I'd nominate Leonard Barden. Because he is a chess player no-one else will care, but he was a good player in his day (British Champion 1954), has turned down an honour (*BE but I don't know which), was responsible for the training of the young players who made England the world's second-strongest chess-playing nation in the 1980s (behind USSR) and has been writing an excellent article for the Graun for as long as anyone can remember.
He is also one of the few surviving players with a Morphy Number of 3, and it is because I once played him that I have a Morphy Number of 4.
He is also a damned good sort.
I read that today will be Leonard Barden's last daily chess column for the Evening Standard. He has produced one every day since June 1956 with days off for certain public holidays. He has been writing for the Grauniad for even longer, but that, apart from when there is a major event like a World Championship to cover, is only a weekly column so I think he is carrying on. He has also written for the Financial Times since 1974.
I'm full of admiration for the guy. For 16 years I wrote a weekly column on chess for the Recorder group of newspapers (Ilford, Romford and Newham principally, but for some reason it also occasionally turned up in the Ham & High - for whom it was totally irrelevant as it was about chess in Essex) and it was often a struggle to get suitable material.
He was largely responsible for "The English Chess Explosion", as it was dubbed at the time - an intensive programme training the strongest junior players and designed to produce grandmasters.

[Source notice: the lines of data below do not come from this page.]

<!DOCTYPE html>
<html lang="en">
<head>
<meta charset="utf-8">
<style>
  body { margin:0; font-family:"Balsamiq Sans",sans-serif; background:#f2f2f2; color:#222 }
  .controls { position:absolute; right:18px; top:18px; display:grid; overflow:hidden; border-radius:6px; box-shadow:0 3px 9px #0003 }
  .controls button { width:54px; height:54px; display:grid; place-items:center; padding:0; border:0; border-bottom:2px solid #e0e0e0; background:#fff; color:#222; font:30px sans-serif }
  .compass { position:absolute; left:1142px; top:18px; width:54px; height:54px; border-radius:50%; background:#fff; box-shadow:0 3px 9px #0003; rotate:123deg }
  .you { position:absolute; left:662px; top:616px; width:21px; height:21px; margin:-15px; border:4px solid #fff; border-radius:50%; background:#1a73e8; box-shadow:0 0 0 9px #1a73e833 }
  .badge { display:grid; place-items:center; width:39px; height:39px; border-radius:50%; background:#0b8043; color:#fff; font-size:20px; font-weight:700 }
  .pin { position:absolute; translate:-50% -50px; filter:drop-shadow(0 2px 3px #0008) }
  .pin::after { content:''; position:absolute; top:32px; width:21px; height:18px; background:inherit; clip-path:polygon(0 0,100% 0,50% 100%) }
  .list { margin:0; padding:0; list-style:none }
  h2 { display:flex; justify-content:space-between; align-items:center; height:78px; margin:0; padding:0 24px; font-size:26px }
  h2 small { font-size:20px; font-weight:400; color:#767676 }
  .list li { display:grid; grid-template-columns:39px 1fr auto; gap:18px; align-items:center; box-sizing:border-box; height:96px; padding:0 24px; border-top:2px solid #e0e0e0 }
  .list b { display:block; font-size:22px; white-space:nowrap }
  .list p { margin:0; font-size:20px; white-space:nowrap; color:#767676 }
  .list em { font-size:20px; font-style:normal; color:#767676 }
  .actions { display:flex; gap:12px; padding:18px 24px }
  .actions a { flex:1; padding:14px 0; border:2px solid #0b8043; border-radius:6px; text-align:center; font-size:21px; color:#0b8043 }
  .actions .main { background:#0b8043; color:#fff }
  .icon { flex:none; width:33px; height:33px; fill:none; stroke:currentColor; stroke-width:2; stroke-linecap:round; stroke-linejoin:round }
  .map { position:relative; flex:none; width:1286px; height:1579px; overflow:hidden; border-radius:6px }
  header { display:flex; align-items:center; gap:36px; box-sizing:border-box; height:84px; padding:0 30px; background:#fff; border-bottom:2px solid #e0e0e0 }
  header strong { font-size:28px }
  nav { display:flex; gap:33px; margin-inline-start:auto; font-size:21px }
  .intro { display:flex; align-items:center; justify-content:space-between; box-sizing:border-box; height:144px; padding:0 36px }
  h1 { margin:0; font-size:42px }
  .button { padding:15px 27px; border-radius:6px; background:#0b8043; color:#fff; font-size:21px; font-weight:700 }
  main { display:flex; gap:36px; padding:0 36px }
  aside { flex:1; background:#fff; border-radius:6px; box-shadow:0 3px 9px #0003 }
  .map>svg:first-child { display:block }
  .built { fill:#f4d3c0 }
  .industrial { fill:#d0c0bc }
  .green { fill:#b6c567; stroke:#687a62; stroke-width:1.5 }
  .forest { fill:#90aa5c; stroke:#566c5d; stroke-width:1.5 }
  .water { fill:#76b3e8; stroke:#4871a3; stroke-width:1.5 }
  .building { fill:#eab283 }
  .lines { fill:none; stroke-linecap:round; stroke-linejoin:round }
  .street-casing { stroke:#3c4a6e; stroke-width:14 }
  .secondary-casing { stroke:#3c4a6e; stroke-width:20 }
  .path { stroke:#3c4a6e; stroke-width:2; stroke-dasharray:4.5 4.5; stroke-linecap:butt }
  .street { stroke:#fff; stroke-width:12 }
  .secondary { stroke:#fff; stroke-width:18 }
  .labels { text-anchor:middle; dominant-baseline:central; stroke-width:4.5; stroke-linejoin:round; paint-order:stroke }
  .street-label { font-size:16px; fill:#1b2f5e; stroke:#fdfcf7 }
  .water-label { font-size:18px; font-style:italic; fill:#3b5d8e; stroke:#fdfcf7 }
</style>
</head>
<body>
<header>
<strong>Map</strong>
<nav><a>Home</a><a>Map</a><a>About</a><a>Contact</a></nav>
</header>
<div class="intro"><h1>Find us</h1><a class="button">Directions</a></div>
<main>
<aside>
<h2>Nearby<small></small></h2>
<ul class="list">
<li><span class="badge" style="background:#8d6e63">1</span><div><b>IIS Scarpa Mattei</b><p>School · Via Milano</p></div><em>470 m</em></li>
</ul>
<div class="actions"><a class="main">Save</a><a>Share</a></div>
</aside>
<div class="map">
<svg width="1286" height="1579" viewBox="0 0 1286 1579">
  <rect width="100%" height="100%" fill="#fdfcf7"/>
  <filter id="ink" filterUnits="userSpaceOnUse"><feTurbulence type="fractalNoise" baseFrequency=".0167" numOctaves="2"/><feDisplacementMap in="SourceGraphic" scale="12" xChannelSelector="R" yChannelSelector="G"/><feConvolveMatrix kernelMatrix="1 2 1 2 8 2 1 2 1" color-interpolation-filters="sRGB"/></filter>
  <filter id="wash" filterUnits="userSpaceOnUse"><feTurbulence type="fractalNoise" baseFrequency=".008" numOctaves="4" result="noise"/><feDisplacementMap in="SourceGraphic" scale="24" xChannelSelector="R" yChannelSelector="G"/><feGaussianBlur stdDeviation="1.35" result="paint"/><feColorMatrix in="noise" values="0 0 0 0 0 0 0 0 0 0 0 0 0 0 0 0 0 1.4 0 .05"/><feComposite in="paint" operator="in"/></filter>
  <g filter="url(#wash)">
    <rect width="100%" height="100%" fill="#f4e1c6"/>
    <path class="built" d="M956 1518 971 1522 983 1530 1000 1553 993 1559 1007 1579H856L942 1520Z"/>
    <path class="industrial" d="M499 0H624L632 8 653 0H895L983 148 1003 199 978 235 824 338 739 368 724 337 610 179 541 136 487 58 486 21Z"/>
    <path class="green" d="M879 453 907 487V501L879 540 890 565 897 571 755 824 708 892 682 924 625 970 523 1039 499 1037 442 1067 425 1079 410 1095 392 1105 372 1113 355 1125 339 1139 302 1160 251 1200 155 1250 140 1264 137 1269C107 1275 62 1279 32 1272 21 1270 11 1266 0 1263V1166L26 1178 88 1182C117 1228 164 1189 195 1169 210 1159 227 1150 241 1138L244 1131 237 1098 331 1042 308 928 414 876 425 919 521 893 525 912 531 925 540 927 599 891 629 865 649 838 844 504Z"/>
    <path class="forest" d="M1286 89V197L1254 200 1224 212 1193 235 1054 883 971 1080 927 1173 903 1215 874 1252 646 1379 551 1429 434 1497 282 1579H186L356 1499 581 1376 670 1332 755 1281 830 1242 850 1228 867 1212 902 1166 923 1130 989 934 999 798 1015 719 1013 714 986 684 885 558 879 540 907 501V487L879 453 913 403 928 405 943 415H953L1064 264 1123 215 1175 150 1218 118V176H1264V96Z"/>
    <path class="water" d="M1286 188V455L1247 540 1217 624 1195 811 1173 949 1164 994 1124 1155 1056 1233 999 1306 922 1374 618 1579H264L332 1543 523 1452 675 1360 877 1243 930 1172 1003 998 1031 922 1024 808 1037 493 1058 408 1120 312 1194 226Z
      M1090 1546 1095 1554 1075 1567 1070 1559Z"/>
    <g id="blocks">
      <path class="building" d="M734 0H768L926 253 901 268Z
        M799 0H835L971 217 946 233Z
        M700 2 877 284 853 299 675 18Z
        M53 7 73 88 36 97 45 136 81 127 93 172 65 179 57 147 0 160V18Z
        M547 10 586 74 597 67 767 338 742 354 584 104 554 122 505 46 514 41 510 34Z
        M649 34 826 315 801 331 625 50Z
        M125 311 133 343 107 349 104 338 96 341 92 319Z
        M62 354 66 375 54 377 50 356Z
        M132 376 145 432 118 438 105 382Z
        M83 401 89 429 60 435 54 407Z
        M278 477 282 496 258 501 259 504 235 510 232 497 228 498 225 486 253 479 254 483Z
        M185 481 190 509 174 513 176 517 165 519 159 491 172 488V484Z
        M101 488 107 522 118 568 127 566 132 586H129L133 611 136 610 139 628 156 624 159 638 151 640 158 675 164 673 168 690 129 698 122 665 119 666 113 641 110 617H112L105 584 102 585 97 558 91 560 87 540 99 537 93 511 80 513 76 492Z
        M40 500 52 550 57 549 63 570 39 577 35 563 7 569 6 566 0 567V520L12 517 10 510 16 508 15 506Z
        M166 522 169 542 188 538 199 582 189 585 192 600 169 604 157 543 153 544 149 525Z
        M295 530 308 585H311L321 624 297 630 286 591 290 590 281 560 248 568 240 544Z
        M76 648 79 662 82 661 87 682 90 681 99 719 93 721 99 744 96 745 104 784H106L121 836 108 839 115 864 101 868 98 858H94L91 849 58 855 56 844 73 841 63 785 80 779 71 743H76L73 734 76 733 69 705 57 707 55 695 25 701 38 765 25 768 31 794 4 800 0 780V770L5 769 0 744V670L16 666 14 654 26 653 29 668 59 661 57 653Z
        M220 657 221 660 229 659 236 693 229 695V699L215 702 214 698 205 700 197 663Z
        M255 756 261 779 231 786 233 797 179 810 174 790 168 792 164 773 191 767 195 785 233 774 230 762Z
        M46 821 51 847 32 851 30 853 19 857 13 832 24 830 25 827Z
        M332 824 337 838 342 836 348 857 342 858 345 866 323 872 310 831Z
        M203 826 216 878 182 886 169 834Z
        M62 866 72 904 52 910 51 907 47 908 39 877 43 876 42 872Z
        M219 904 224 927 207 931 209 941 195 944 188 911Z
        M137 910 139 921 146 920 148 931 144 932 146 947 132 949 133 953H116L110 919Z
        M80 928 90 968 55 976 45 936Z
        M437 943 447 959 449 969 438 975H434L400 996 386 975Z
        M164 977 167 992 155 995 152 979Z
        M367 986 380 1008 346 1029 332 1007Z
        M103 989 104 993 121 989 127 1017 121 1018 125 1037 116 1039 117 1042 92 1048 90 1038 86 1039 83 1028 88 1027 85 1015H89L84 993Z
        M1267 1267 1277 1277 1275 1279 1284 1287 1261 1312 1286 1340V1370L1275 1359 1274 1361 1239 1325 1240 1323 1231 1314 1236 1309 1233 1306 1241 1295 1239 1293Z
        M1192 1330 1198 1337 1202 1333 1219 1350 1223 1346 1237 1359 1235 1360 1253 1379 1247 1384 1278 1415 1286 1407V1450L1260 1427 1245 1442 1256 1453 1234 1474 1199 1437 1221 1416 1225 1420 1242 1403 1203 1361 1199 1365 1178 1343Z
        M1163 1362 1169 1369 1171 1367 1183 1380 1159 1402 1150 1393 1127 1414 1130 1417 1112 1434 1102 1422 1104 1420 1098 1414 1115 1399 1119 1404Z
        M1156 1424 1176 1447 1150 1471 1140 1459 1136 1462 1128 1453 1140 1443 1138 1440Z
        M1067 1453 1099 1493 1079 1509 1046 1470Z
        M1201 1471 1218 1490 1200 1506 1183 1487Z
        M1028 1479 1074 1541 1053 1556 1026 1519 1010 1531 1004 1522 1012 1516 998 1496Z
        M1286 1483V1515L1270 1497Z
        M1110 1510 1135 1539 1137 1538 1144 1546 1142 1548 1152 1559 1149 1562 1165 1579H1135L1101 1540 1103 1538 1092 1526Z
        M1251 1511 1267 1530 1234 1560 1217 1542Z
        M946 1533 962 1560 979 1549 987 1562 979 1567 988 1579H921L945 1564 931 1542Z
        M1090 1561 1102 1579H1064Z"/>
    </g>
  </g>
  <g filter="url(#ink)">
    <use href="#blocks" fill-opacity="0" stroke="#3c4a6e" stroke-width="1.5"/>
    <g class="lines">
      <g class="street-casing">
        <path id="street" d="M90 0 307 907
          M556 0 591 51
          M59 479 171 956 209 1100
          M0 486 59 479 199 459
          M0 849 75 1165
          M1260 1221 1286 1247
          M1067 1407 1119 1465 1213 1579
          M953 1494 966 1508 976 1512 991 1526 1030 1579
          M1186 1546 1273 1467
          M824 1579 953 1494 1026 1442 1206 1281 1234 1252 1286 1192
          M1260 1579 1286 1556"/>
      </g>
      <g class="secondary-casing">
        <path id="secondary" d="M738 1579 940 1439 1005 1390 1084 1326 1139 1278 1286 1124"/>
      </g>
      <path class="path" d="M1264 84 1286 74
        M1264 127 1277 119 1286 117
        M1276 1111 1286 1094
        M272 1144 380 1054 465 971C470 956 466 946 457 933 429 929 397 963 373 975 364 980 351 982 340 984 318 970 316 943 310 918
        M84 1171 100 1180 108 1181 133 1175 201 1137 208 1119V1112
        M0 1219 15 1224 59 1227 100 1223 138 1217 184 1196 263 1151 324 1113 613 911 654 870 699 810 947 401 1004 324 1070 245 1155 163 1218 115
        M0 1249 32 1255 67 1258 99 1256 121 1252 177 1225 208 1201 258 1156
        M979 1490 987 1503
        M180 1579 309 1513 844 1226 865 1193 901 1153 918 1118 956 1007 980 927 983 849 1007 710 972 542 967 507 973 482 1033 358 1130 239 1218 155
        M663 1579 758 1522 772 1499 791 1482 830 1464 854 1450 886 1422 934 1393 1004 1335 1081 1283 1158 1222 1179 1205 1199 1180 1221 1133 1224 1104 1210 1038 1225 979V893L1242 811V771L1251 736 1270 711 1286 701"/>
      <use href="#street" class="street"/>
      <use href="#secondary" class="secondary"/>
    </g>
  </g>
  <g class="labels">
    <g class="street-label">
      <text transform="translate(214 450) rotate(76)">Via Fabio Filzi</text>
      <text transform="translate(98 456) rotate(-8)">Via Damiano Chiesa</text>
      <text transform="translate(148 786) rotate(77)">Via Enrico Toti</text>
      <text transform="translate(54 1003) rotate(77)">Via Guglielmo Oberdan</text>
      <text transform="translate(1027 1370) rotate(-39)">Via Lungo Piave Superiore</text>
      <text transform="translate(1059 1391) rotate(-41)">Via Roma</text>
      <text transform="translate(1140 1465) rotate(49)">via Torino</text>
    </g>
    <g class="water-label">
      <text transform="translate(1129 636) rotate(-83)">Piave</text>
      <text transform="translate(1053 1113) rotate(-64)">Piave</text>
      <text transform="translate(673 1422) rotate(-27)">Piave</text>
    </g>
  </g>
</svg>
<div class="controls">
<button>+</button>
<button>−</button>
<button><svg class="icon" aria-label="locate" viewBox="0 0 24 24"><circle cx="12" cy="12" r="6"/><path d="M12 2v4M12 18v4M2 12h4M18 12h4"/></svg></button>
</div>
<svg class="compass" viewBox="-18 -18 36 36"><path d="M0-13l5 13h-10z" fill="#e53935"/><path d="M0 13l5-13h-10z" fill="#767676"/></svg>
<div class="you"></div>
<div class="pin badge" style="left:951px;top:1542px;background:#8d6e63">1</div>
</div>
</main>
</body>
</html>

It was a phenomenal success and, after Tony Miles became the first English GM when he won the World U20 Championship, several others followed and England ended up winning the silver medals in the Olympiad, behind the Soviet Union. He continued to keep a database of strong juniors' results and once I was helping to run a tournament in London. The previous weekend my daughters, then aged 12 & 17 I think, had been playing in an adult tournament against some strong players, and each won their section. I was writing up some results when Leonard Barden appeared and came over to speak to me about them. He had clearly seen the results and was impressed - previously, although they had been around for a long time with pretty good results, they were normally about one level below the best players nationally in their age groups: on a good day they could beat almost anyone, but didn't have the consistency to be really considered "top players". I can't really recall much about the conversation other than to say that I was nonplussed that he would take such a keen interest and I was surprised that he knew who I was.
https://www.standard.co.uk/staticpage/chess/chess-with-leonard-barden-a1939236.htmlToday is my final chess article (dedicated to SJF) for the Evening Standard. The series began on 4 June 1956 and has continued for 63 years, 7 months and 27 days without missing a day, a world record in all journalism for a daily column by a single individual.
Thanks to loyal readers, especially those of long standing who have solved the puzzles over years or decades. Good luck with today's puzzle and with all your future games.